-- TASK DATA follows --

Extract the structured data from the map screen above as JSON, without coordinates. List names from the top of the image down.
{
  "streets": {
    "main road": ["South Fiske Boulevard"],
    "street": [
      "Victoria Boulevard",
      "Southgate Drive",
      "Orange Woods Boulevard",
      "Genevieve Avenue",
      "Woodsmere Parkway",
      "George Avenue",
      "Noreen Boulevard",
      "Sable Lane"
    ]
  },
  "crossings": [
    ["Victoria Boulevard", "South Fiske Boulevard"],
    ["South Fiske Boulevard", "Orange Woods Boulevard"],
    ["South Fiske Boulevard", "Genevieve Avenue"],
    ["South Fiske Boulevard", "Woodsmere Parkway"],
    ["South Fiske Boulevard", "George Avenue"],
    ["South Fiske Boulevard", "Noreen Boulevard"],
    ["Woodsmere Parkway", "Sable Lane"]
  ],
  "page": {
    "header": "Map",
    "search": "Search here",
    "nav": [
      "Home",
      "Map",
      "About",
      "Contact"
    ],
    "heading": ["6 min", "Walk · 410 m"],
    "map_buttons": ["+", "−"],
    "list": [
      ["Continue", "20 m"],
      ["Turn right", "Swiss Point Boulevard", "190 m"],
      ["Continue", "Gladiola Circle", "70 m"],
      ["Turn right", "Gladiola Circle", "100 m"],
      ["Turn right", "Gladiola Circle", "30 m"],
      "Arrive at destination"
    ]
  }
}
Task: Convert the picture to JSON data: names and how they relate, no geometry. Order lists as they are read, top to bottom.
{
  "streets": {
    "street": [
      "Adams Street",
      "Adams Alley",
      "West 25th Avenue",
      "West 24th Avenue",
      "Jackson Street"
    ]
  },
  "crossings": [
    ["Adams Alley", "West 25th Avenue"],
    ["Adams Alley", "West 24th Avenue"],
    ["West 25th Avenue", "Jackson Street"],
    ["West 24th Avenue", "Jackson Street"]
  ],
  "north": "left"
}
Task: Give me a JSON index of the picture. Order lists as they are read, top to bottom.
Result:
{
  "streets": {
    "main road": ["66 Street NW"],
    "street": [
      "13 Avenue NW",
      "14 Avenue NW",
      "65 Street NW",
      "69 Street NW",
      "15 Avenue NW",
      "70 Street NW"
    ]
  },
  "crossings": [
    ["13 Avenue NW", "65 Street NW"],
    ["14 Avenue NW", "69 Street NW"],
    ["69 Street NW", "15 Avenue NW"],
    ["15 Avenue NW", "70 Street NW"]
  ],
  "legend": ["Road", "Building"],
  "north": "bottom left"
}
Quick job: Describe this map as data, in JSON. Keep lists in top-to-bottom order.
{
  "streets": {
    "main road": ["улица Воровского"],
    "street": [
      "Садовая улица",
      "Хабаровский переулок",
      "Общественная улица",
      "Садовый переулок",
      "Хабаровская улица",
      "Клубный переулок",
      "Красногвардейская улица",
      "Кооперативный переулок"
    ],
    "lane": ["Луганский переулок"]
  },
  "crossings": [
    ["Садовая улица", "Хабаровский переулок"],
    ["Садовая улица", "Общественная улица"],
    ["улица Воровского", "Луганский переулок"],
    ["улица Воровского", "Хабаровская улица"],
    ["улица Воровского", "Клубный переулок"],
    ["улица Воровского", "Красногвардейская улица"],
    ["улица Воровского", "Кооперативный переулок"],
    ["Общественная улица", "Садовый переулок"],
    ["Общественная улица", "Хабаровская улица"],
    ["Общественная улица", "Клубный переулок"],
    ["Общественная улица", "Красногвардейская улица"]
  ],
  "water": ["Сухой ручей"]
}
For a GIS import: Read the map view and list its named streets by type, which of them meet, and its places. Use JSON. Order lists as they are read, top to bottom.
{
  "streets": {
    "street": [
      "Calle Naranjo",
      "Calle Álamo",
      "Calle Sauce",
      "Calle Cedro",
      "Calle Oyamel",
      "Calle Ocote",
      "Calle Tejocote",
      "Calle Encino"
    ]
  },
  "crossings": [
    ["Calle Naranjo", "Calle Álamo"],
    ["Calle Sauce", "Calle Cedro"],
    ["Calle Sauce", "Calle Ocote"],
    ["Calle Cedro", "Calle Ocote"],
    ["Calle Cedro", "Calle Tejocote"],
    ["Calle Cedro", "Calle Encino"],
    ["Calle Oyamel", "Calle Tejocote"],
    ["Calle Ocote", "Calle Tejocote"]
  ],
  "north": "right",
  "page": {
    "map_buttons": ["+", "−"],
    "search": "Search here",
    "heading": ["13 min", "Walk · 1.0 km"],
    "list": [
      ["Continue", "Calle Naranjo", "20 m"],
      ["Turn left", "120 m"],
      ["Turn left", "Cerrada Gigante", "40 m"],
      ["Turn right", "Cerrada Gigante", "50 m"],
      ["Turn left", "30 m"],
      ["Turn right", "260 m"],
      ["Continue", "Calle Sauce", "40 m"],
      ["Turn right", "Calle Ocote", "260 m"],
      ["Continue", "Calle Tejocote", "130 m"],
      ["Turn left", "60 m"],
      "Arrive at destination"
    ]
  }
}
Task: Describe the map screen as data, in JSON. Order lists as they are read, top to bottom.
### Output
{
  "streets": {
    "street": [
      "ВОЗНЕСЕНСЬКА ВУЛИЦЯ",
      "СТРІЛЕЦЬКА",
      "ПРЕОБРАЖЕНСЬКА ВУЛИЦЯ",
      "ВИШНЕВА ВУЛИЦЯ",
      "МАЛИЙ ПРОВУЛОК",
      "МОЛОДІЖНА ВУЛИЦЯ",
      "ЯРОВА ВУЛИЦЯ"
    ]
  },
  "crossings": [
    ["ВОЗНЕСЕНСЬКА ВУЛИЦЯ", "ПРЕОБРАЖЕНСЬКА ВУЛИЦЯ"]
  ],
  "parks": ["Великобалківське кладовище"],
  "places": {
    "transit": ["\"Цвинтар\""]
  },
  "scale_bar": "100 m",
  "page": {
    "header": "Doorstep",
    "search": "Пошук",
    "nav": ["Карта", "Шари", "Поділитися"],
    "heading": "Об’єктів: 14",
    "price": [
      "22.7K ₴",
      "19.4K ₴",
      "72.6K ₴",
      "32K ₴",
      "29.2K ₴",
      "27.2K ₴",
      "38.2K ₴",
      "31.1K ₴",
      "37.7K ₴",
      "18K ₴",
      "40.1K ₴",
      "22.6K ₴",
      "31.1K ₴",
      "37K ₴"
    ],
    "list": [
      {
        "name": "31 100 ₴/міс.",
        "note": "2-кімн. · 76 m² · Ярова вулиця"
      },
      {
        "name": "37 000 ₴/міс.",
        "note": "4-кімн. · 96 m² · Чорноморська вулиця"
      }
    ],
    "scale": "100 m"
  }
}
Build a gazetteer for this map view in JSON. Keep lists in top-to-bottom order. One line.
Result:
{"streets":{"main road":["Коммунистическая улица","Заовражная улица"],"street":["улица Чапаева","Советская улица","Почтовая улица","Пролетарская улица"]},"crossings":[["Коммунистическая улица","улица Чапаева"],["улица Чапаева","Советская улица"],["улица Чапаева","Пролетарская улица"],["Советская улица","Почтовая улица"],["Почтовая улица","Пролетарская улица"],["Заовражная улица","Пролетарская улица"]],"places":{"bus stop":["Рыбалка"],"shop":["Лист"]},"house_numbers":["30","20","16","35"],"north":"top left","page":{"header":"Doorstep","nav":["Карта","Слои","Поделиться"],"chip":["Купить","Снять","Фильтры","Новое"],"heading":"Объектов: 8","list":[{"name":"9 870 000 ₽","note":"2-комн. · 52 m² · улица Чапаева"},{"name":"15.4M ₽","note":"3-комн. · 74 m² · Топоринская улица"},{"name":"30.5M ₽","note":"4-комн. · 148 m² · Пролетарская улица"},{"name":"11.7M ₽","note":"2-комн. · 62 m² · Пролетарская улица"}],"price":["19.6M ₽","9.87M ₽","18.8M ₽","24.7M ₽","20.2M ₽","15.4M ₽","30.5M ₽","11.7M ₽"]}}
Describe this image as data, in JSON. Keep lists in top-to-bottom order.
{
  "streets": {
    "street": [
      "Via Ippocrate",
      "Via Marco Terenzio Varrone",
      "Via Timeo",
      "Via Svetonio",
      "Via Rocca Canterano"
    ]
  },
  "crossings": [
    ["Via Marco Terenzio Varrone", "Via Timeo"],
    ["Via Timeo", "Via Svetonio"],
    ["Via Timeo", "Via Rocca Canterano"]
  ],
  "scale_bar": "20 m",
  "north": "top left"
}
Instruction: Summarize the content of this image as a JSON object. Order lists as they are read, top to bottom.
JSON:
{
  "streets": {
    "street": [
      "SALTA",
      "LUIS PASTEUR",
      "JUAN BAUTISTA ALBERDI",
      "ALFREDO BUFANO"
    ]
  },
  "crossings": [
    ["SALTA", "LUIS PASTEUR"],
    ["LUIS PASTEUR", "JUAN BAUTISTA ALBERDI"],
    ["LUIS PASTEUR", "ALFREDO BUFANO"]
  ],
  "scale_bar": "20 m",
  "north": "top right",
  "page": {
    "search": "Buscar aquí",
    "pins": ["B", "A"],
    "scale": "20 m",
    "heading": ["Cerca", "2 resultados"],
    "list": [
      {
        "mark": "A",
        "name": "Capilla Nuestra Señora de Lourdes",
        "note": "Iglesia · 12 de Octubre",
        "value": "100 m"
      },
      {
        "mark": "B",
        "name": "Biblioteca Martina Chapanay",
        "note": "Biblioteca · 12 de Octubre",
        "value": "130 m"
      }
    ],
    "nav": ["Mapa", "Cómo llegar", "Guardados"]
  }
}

-- TASK DATA concluded --

* [DIRECTIONS]:
Among the lines above, return those that contain the string "Воровского".

* [WRITTEN ANSWER]:
    "main road": ["улица Воровского"],
    ["улица Воровского", "Луганский переулок"],
    ["улица Воровского", "Хабаровская улица"],
    ["улица Воровского", "Клубный переулок"],
    ["улица Воровского", "Красногвардейская улица"],
    ["улица Воровского", "Кооперативный переулок"],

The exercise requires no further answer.